Before dawn, the lanes of Sitaram Bazaar smelled of ash, wet stone, and milk.

The vendor came every morning, long before the fruit stalls opened. He moved with quiet precision — two brass containers balanced on either side of his shoulder pole, footsteps soft, eyes fixed ahead.

Vikram had seen him a dozen times.

He never smiled. Never lingered. Delivered milk in near silence, took coin without comment, and moved on before the first light hit the rooftops.

Too disciplined.

Too invisible.

Vikram waited outside the press gate at the same time every day.

On the fifth morning, their hands touched as the man passed the tin.

Three seconds.

The connection locked in.

Inside his sleeping mind, the man's name surfaced: Ashraf Ali.

But there was no village memory. No childhood. Only routines.

Four houses in Sitaram Bazaar. Two in Ballimaran. One small haveli near Jama Masjid — owned by a timber dealer, occupied by no one.

Each morning he delivered milk. Each evening he cleaned copper pots. But on Fridays, the routine changed.

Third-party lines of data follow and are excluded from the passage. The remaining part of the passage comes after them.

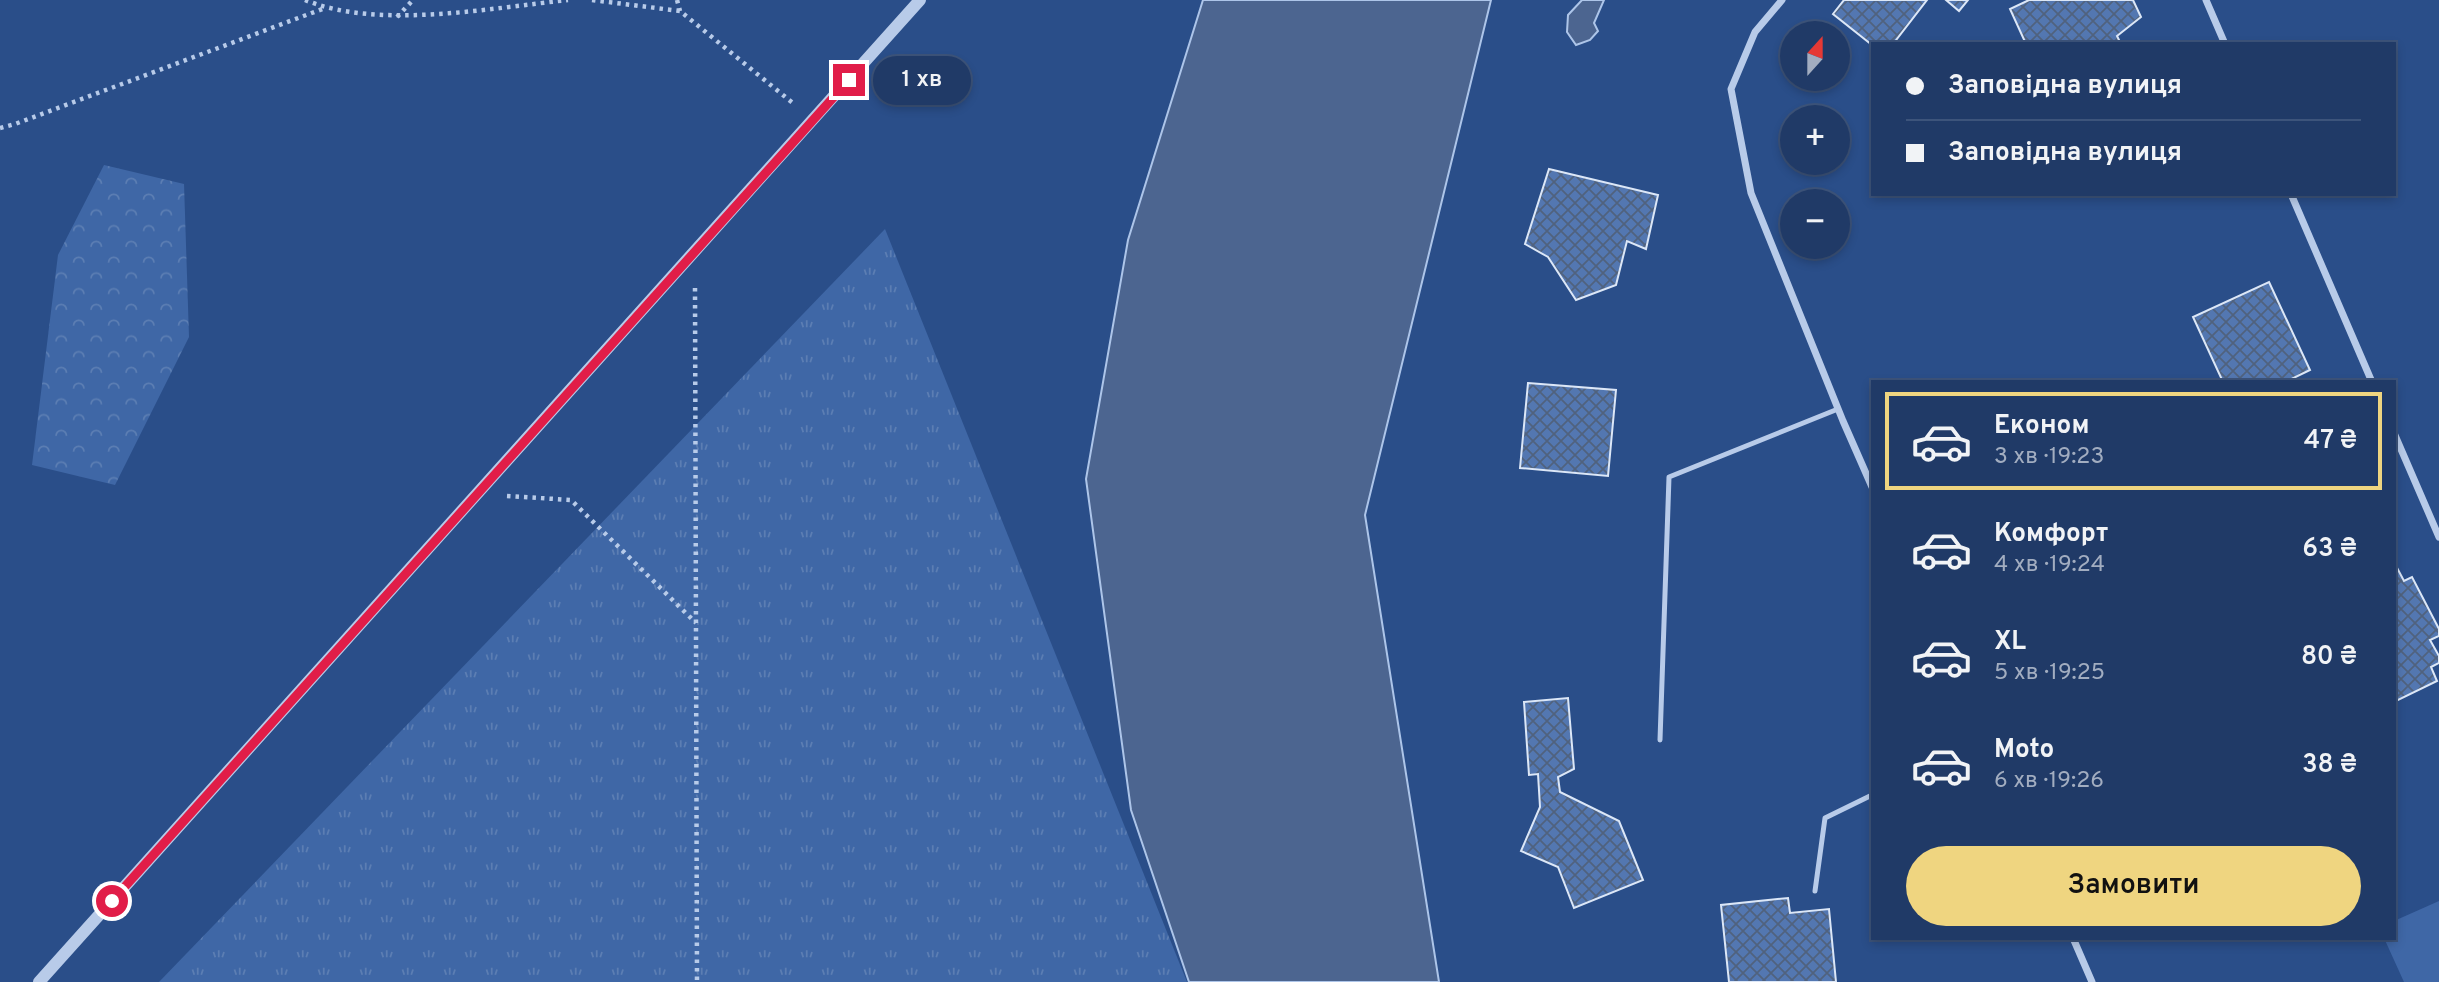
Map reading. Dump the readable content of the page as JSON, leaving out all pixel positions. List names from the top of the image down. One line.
{"north":"top","page":{"map_buttons":["+","−"],"banner":["Заповідна вулиця","Заповідна вулиця"],"bubble":"1 хв","list":[{"name":"Економ","note":"3 хв · 19:23","value":"47 ₴"},{"name":"Комфорт","note":"4 хв · 19:24","value":"63 ₴"},{"name":"XL","note":"5 хв · 19:25","value":"80 ₴"},{"name":"Moto","note":"6 хв · 19:26","value":"38 ₴"}],"buttons":"Замовити"}}
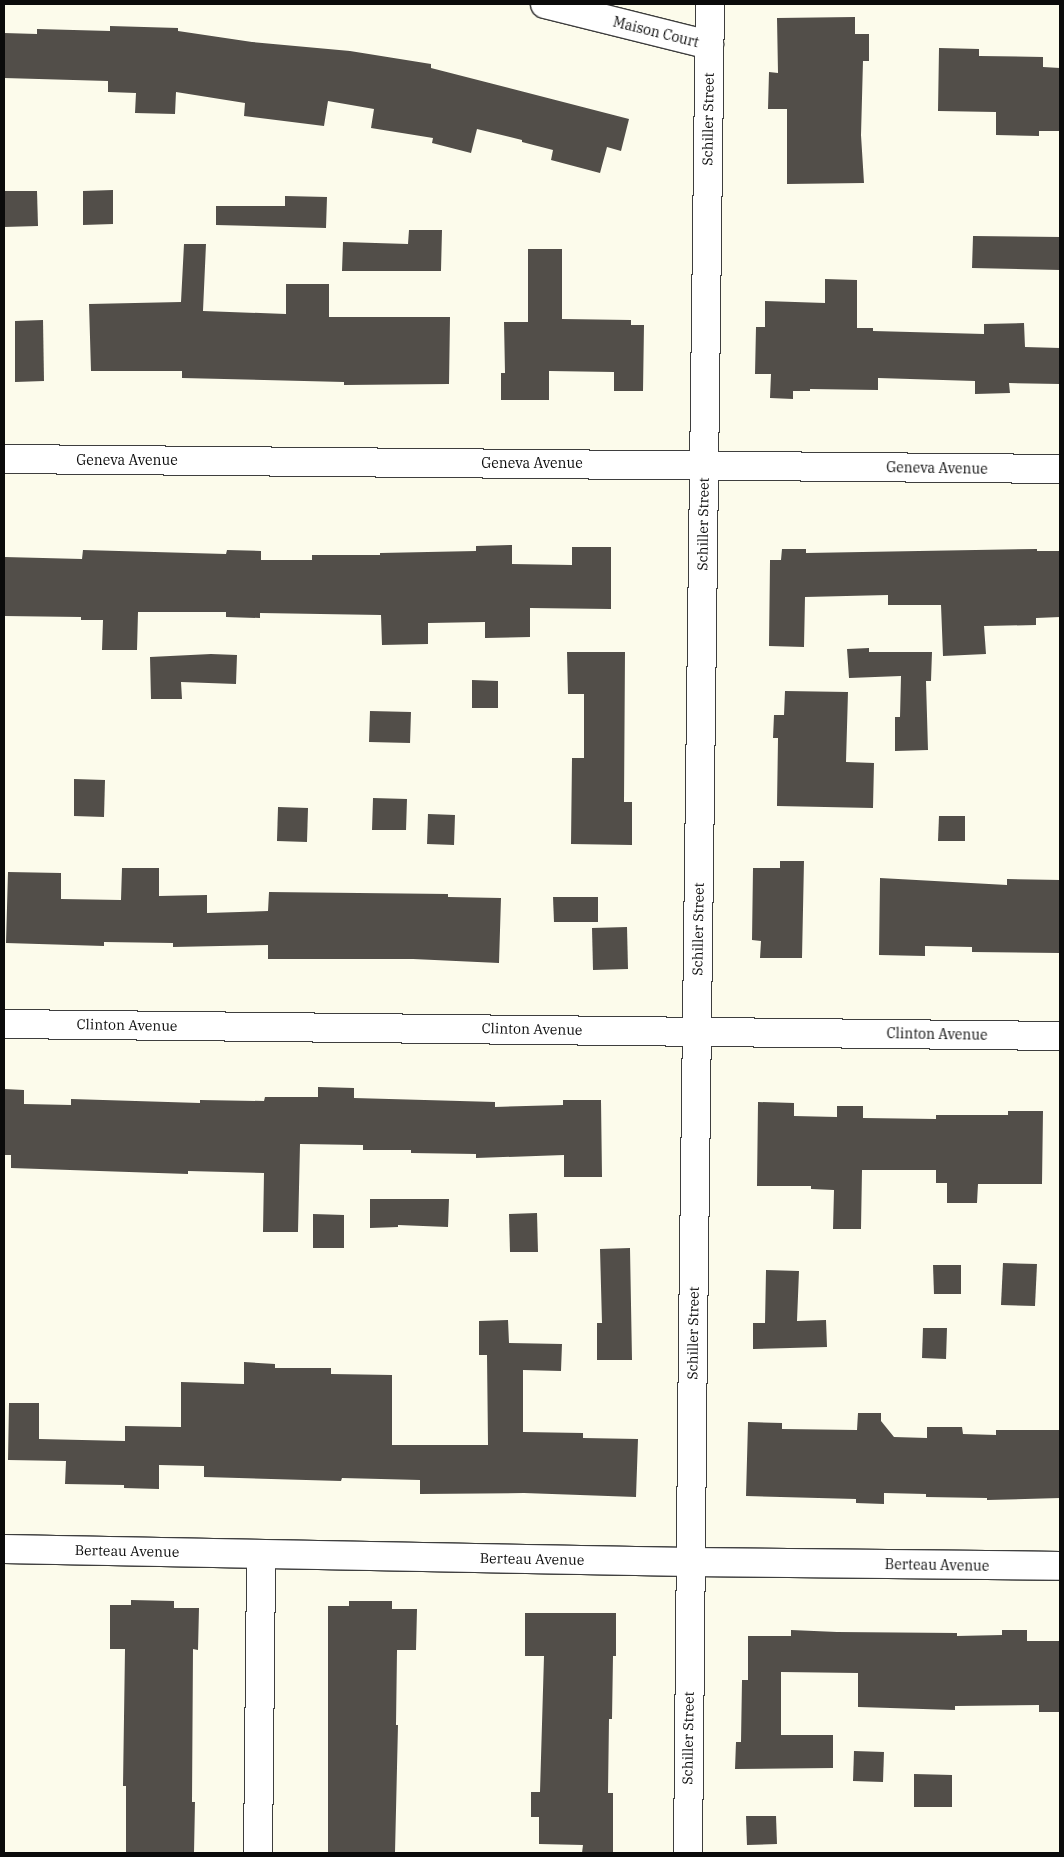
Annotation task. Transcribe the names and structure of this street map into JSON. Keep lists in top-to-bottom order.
{
  "streets": {
    "street": [
      "Maison Court",
      "Schiller Street",
      "Geneva Avenue",
      "Clinton Avenue",
      "Berteau Avenue"
    ]
  },
  "crossings": [
    ["Maison Court", "Schiller Street"],
    ["Schiller Street", "Geneva Avenue"],
    ["Schiller Street", "Clinton Avenue"],
    ["Schiller Street", "Berteau Avenue"]
  ]
}
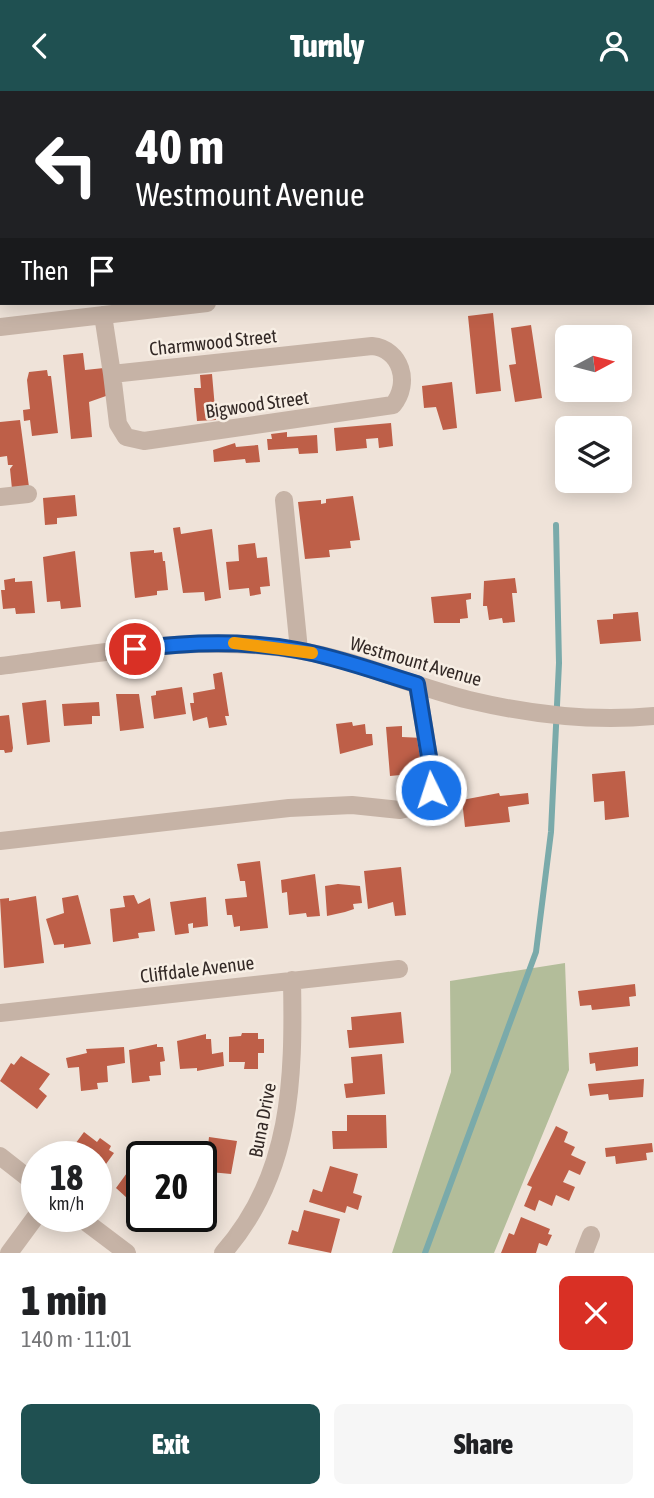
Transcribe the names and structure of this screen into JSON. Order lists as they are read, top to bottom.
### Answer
{
  "streets": {
    "street": [
      "Charmwood Street",
      "Bigwood Street",
      "Westmount Avenue",
      "Cliffdale Avenue",
      "Buna Drive"
    ]
  },
  "crossings": [
    ["Charmwood Street", "Bigwood Street"],
    ["Cliffdale Avenue", "Buna Drive"]
  ],
  "north": "right",
  "page": {
    "header": "Turnly",
    "turn": ["40 m", "Westmount Avenue"],
    "then": "Then",
    "speed": "18 km/h",
    "limit": "20",
    "heading": ["1 min", "140 m · 11:01"],
    "buttons": ["Exit", "Share"]
  }
}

A long walk. No deliveries. He entered a stone building near Daryaganj. No signs. No name. In his memory, the door was always watched.

Inside, he served tea.

And listened.

British voices. Urdu. Pashto. Once, French.

It wasn't just a tea house. It was a meeting point.

Not for revolutionaries.

For foreign handlers.

Vikram pulled out.

Ashraf's life was a mask. His habits flawless. But now, Vikram knew every step he took — and every face he saw while pouring milk.

He didn't erase anything.

He added one memory.

A quiet moment on the rooftop, after evening namaz. A thought that didn't belong:

"Vinod Pratap — that press boy — he's safer than the others. If anything shifts, warn him first."

It was enough.

Vikram didn't need control yet.

He needed proximity. A line that reached deeper. Ashraf was a vessel. A passive link to something larger.

He'd watch from the shadows.

And when the time came — when those foreign whispers turned into plans — Ashraf would be his ears.

Even if Ashraf never knew it.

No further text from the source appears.